National Retail has raised its dividend for 31 consecutive years. (Some of those years saw increases of a fraction of a cent that were more symbolic than practical, but we won’t split hairs.)
That means the company kept raising its dividend throughout the 2000s tech wreck, the 2008 mortgage meltdown and now the 2020 pandemic crisis.
Now, some disruptive disaster could eventually break the chain. But the past 30 years were a wild ride, and it hasn’t happened yet.
Yield on Cost
Bonds are a little safer than dividend stocks. But they have one major drawback: The payout remains the same over the life of the bond.
So your revenue stream loses ground to inflation over time. That’s a big problem if you’re living in retirement for 20 or 30 years. Due to the insidious effects of inflation, bond investors get a little poorer every year.
Let’s contrast that with a good dividend growth stock. A dividend grower will hike its dividend every year by at least the rate of inflation — and ideally a lot more over time.

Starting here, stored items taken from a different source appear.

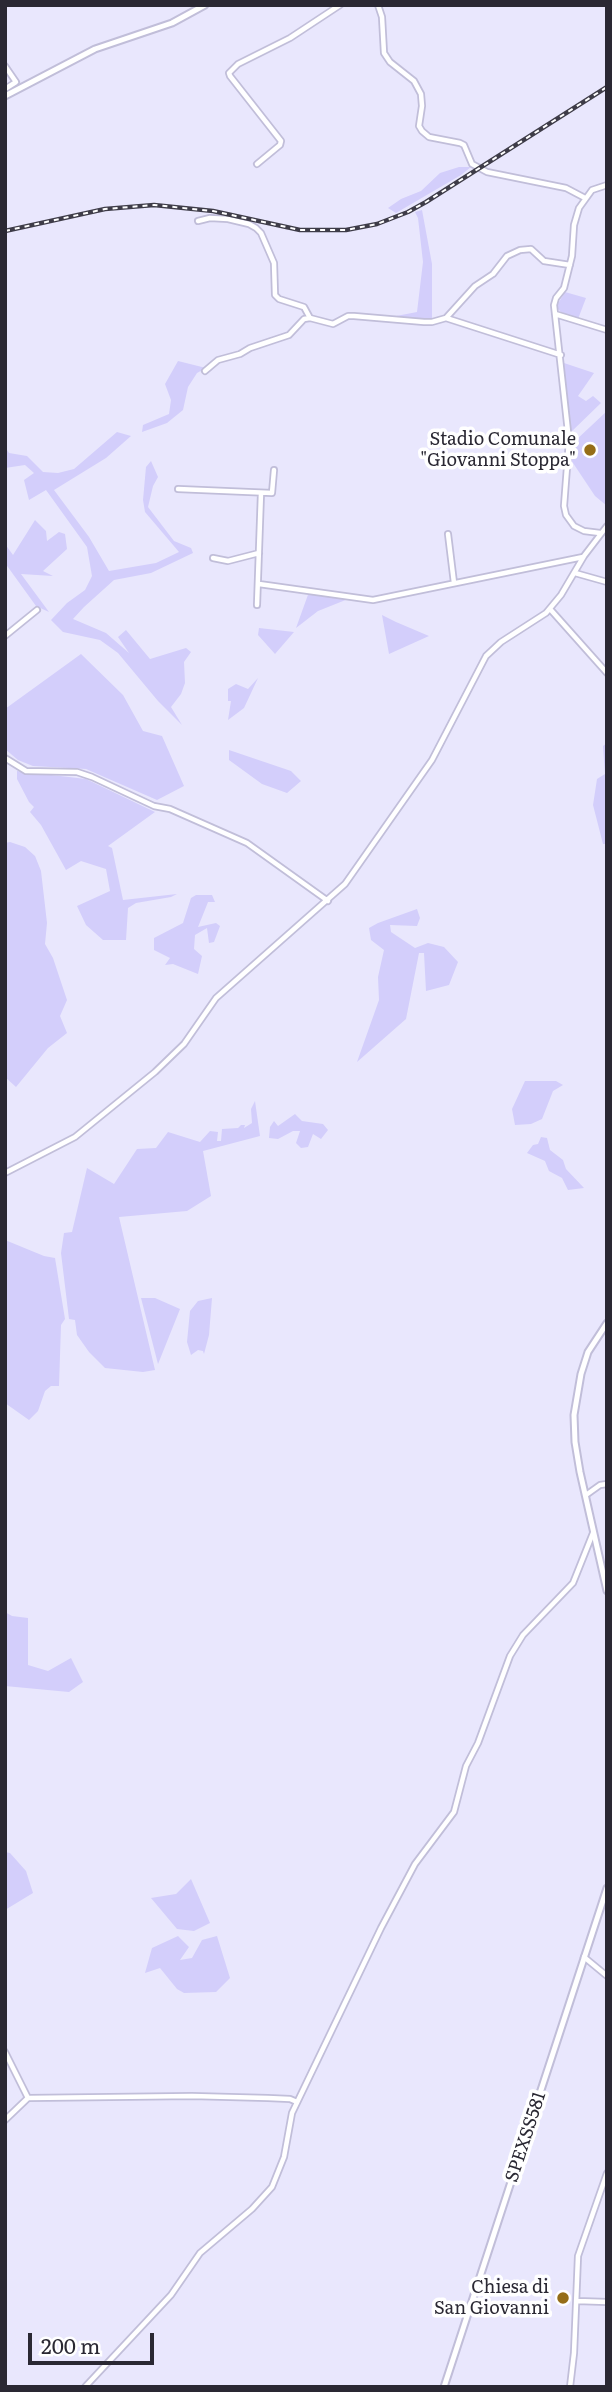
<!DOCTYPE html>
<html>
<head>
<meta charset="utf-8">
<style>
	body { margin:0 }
	#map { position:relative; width:612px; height:2392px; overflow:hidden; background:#e9e7fd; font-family:Literata,serif }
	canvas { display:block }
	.frame { position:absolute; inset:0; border:7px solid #2a2833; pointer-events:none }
	.scale { position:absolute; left:28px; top:2333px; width:126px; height:32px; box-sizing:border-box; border:4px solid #2a2833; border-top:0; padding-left:9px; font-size:21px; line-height:24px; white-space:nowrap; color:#2a2833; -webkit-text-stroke:5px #fff; paint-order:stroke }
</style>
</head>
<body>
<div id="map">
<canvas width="612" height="2392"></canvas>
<div class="frame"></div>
<div class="scale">200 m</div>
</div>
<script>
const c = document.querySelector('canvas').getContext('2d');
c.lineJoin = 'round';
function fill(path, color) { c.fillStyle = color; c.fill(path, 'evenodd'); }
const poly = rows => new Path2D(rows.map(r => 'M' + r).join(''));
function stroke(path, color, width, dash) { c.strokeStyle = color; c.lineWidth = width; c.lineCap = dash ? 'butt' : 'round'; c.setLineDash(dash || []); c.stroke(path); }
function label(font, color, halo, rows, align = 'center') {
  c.font = font + ' Literata,serif'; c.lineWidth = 7; c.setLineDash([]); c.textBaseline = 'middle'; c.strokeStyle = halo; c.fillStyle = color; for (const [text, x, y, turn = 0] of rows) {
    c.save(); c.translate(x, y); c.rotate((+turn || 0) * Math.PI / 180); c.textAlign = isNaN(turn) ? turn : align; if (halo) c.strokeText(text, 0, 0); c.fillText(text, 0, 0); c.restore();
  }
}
const green = poly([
	[459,167,471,167,461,175,396,213,388,208,401,199,421,191,440,173],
	[422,210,432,264,432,320,391,317,417,312,423,262,418,218,415,212],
	[565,292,586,298,578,319,561,312,556,307],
	[178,361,206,368,197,373,188,387,183,410,167,423,142,432,143,425,169,414,171,400,165,384],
	[564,363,594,373,578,396,586,401,593,396,601,403,570,433],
	[607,411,607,506,595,496,571,460,575,441],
	[117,432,131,436,106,458,54,490,89,537,109,571,156,563,179,552,145,512,143,500,146,467,151,461,158,477,153,486,148,507,174,541,191,548,193,553,151,573,114,580,84,607,73,619,106,633,129,653,118,637,126,630,150,659,186,648,191,652,184,662,185,683,181,694,171,707,182,725,158,701,118,653,100,640,63,632,51,620,67,603,85,590,92,576,87,547,46,490,29,500,24,480,34,473,25,465,5,468,5,447,9,453,27,456,43,472,58,473,74,469],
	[35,520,46,531,47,541,59,532,65,534,67,549,43,571,53,576,21,574,49,612,36,606,5,563,5,544,13,555],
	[309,592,353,597,318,611,296,628],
	[382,615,396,622,429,636,389,654],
	[259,628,294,632,275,654,258,635],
	[81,654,123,695,143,731,162,736,184,786,157,800,86,769,33,766,18,760,5,749,5,709],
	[258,678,244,708,228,720,231,701,228,701,228,689,236,684,248,689],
	[607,743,607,844,603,844,593,805,597,779,605,774,603,746],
	[229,750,291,771,301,781,287,793,262,784,229,760],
	[17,771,86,779,155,812,108,846,112,848,123,900,177,894,171,897,136,903,128,908,126,940,103,940,86,925,77,906,110,891,106,869,81,861,66,870,41,825,30,812,34,807,29,802,17,779],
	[10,842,25,847,35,856,41,871,47,923,45,944,53,958,67,1000,60,1016,67,1033,48,1048,16,1087,5,1077,5,843],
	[196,895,212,895,215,902,208,902,198,927,216,923,220,926,214,942,209,943,207,928,195,935,194,949,202,956,198,974,173,964,165,965,170,958,154,950,154,938,183,923,191,898],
	[417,909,420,918,417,926,390,925,391,932,415,948,428,943,444,947,458,962,449,985,426,991,424,953,419,953,406,1019,357,1062,379,1000,378,977,384,950,371,940,369,928,378,923],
	[525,1081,556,1081,563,1085,553,1091,542,1119,531,1124,515,1125,512,1109],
	[255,1101,260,1136,203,1151,211,1196,187,1211,119,1217,155,1370,143,1372,105,1368,89,1352,77,1335,75,1320,69,1319,61,1253,64,1233,72,1232,87,1168,114,1184,137,1149,156,1148,168,1132,200,1142,210,1131,218,1132,217,1141,221,1141,222,1129,238,1128,241,1125,245,1125,244,1128,252,1123,251,1109],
	[295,1114,302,1121,323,1124,328,1130,321,1139,313,1134,308,1147,301,1148,296,1143,300,1131,293,1131,278,1139,269,1138,270,1127,274,1121,278,1126],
	[541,1137,547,1138,550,1150,563,1160,566,1169,584,1188,568,1190,562,1178,549,1171,545,1161,527,1153,533,1145,538,1144],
	[5,1240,44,1256,55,1258,65,1319,61,1325,59,1386,51,1386,45,1391,38,1411,29,1420,5,1403],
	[141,1298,155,1298,180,1309,158,1364],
	[212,1298,209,1335,204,1354,203,1351,198,1350,191,1355,187,1342,190,1311,198,1301],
	[5,1612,12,1616,28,1618,28,1665,48,1671,71,1658,83,1682,69,1692,5,1686],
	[5,1852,10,1853,26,1871,33,1893,5,1910],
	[191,1879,210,1923,194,1931,177,1929,151,1898,176,1894],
	[178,1936,189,1947,180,1960,192,1958,202,1940,217,1936,230,1978,216,1992,184,1993,177,1989,160,1968,145,1973,152,1948]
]);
const minor = poly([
	[378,5,382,17,384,53,390,62,414,81,421,94,422,106,419,126,422,131,429,137,460,143,464,145,472,164,487,172,566,188,585,198],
	[5,66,16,82,5,89],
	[257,164,280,145,281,141,230,76,229,73,238,64,290,38,340,5],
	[198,221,210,218,228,219,249,224,256,228,261,233,274,263,275,295,279,299,304,307,310,318],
	[555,314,607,330],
	[446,318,561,355],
	[205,371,218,360,240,354,250,348,289,335,304,319,310,318,333,324,348,316,354,316,424,322,432,322,446,318,475,286,493,274,507,256,520,250,531,249,544,261,570,265],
	[178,489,272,493,274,470],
	[600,533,584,531,574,526,566,515,564,506,569,441,554,305,556,298,564,288,572,256,574,225,579,208,592,190,607,185],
	[448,534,454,583],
	[213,558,228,561,259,553],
	[575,573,607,582],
	[259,584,373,600,583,557],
	[257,605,261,493],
	[550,609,607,673],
	[5,636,37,610],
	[5,758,26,771,77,772,92,777,154,806,170,809,247,843,328,901],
	[5,1173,75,1137,155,1072,184,1044,216,998,345,884,432,760,486,656,501,642,546,613,561,595,584,556,607,526],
	[586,1495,600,1485,607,1484],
	[584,1957,607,1976],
	[5,2052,28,2098,192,2096,268,2098,290,2099,297,2102],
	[5,2120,28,2098],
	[577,2301,607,2302],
	[85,2387,171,2295,200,2253,252,2209,272,2187,284,2157,292,2113,381,1928,415,1864,454,1812,466,1766,478,1743,510,1656,523,1635,573,1583,593,1533],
	[570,2387,574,2353,578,2256,607,2173]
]);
const major = poly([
	[5,96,95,49,172,23,205,5],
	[607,1323,588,1352,581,1374,574,1415,575,1442,580,1472,607,1591],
	[444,2387,607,1888]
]);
const rail = poly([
	[5,231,105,209,154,205,213,211,300,230,346,230,377,224,408,212,426,202,607,87]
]);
const markers = [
	[590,450,7,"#956d18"],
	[563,2298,7,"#956d18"]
];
const poiNames = [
	["Stadio Comunale",576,440],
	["\"Giovanni Stoppa\"",576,461],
	["Chiesa di",549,2288],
	["San Giovanni",549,2309]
];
const streetNames = [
	["SPEXSS581",526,2137,-72]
];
fill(green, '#d3cefb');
stroke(minor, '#c1bed9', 8);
stroke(major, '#c1bed9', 9);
stroke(minor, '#fff', 4.5);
stroke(major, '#fff', 5);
stroke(rail, '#3e3c48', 4.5);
stroke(rail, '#fff', 2, [5]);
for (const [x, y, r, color] of markers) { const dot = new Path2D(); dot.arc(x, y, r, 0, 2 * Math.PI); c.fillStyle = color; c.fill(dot); stroke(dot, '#fff', 2.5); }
label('18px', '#2a2833', '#fff', poiNames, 'right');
label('18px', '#2a2833', '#fff', streetNames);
</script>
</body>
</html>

Just for grins, let’s say you bought NNN 20 years ago, when it cost around $10 per share, and held it until today. Today’s annualized dividend of $2.08 would represent a 21% yield on your original cost. For every $100 invested 20 years ago, you’re making about 21% per year in cold, hard cash irrespective of any moves in the stock price.
Enjoying a yield on cost like that requires you to hold the stock for decades. And there aren’t a lot of stocks out there I’d be comfortable holding for that long.
But National Retail makes my short list.